=== Collected data ===
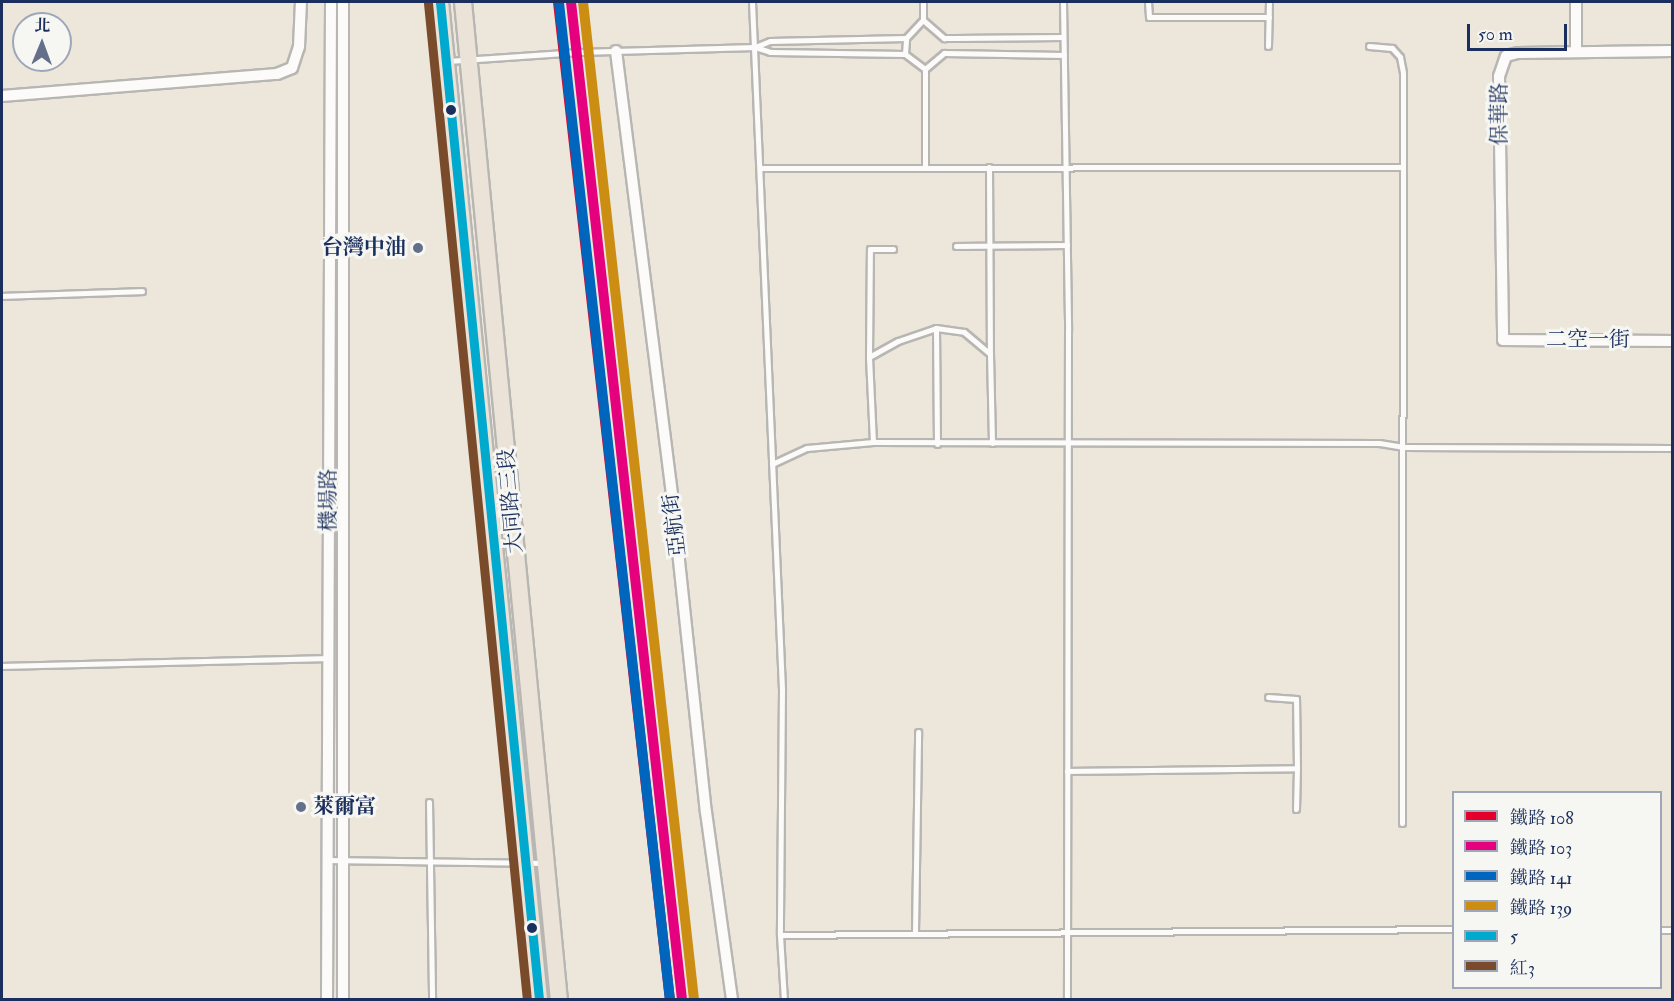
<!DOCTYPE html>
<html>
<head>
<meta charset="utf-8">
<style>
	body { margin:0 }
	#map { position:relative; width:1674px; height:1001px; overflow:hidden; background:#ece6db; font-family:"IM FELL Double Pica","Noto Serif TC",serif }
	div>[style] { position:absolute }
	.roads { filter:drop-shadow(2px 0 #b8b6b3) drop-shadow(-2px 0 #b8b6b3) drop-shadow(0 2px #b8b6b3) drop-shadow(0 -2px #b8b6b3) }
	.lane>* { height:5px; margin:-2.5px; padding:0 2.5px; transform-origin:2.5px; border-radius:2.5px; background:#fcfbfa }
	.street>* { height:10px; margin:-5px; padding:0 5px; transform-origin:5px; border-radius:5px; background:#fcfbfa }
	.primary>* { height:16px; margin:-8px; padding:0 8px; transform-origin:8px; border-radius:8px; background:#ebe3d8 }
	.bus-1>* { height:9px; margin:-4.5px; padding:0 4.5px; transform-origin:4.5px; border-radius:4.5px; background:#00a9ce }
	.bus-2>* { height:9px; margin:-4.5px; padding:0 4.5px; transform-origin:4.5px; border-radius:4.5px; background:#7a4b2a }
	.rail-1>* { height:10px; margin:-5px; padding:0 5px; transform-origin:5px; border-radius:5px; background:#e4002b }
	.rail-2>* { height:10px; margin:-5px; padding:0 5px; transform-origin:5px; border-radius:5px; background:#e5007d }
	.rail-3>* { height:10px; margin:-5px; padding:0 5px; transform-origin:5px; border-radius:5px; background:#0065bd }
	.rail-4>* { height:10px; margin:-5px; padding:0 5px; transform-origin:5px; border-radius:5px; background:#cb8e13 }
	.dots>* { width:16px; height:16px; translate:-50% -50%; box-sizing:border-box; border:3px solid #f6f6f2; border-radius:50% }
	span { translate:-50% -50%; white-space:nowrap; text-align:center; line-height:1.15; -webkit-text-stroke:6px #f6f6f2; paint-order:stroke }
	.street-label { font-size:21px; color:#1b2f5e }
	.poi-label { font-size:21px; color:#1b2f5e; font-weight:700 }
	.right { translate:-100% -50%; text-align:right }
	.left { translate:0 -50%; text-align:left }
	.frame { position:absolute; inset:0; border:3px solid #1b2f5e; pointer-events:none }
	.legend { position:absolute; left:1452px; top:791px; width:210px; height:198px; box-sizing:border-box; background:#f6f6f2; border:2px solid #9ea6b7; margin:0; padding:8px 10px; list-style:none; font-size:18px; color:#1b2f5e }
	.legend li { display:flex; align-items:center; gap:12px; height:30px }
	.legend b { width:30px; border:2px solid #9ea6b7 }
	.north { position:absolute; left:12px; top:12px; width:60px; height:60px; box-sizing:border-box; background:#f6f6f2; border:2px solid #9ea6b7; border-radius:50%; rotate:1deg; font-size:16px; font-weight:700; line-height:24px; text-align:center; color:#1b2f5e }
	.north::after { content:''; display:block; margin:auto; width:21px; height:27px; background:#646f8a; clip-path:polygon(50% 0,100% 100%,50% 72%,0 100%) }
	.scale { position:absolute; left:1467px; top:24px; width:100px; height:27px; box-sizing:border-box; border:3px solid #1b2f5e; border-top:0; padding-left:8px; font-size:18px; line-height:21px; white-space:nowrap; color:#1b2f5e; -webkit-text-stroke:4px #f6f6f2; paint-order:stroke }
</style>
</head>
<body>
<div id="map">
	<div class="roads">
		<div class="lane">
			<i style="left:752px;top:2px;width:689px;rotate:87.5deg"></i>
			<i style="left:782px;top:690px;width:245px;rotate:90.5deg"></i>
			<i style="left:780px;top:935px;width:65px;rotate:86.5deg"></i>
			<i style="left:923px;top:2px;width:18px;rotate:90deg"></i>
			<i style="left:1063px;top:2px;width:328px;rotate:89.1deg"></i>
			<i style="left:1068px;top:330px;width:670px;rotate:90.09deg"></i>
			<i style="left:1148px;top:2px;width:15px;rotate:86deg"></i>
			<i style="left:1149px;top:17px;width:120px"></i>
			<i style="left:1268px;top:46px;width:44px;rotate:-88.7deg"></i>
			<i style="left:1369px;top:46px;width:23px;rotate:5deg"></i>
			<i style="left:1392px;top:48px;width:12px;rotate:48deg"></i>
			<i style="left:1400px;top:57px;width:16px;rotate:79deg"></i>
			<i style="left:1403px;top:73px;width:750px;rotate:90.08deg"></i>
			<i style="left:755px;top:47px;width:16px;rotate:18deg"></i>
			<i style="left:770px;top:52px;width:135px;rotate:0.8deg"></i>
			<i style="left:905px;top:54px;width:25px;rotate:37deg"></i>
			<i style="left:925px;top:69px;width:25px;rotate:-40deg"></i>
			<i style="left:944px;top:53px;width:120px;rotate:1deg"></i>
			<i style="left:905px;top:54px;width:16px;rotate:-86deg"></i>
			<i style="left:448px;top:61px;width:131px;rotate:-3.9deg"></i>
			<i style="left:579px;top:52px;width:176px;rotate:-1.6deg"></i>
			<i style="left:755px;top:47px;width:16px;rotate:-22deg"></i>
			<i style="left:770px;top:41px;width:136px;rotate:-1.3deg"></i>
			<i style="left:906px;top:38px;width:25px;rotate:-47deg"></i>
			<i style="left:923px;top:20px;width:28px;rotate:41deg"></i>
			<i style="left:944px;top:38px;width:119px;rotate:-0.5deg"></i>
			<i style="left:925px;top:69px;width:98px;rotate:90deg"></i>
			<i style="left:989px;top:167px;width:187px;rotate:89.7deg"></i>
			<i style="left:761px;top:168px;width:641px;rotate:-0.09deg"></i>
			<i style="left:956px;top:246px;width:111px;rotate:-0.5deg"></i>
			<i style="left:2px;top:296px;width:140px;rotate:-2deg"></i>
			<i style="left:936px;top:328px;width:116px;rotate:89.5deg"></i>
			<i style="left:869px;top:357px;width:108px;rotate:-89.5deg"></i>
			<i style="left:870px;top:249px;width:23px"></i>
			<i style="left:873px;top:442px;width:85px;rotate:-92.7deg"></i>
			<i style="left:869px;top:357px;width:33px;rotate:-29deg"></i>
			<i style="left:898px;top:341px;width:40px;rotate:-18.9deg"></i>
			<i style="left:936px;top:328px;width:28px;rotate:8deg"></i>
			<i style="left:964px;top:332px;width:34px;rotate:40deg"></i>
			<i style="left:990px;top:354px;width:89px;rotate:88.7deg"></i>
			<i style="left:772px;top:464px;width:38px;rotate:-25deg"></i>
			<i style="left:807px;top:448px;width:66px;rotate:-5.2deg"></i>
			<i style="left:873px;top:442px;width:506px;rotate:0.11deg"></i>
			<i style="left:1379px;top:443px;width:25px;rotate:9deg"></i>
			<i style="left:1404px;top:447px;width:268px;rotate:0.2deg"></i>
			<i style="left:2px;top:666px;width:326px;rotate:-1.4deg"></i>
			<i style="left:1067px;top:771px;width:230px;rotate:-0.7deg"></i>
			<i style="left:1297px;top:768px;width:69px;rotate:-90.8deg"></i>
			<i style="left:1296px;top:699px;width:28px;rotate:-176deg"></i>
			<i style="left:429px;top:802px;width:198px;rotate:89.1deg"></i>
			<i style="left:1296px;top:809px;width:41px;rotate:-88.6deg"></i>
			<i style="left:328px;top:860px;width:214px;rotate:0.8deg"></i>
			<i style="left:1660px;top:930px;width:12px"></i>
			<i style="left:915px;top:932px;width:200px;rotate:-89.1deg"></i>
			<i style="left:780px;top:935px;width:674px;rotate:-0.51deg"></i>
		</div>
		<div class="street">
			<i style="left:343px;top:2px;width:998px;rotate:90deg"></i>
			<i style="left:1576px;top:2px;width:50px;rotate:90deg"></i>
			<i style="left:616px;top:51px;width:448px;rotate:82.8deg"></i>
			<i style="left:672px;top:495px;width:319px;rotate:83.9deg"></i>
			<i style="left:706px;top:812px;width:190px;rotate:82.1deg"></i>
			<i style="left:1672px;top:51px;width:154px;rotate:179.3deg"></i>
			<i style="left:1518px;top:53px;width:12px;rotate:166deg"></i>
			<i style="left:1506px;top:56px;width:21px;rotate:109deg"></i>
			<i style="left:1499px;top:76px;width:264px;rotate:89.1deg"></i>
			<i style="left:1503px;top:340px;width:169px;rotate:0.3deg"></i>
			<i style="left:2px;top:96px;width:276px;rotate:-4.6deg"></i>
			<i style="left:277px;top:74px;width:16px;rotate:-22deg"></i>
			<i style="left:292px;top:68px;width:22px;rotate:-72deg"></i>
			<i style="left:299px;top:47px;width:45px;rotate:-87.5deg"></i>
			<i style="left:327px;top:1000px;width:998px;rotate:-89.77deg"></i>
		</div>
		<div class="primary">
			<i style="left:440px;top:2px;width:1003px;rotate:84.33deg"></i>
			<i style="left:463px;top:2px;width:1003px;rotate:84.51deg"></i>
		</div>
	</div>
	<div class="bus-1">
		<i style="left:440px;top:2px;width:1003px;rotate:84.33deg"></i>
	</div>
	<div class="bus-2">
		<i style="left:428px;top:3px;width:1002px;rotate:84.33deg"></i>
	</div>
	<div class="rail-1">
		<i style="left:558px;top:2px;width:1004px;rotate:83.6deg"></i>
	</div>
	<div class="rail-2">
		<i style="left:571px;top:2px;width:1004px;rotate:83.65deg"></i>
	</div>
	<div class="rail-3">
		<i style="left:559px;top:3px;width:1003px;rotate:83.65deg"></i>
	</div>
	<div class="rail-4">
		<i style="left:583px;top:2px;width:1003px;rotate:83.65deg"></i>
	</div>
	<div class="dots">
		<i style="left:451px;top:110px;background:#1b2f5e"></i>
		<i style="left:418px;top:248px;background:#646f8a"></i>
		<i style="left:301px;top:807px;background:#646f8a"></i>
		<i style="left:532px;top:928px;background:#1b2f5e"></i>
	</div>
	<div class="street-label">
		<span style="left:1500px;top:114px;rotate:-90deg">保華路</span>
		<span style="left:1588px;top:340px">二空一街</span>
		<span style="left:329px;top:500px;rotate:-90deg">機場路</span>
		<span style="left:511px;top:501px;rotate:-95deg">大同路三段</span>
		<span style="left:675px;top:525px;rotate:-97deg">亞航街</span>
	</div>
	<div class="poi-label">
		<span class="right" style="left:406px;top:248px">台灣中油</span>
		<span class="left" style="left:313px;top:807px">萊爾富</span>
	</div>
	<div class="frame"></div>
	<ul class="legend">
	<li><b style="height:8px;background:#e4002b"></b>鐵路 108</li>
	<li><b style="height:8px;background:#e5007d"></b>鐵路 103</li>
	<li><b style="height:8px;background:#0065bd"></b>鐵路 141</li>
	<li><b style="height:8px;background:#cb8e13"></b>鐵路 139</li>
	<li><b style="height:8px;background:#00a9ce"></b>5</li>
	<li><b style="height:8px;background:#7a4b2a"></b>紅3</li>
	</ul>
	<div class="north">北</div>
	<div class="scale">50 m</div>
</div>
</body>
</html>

=== WHAT TO PRODUCE ===
Now copy each line of the entries that mentions "lane".

=== SOLUTION FOR THIS TASK ===
	.lane>* { height:5px; margin:-2.5px; padding:0 2.5px; transform-origin:2.5px; border-radius:2.5px; background:#fcfbfa }
		<div class="lane">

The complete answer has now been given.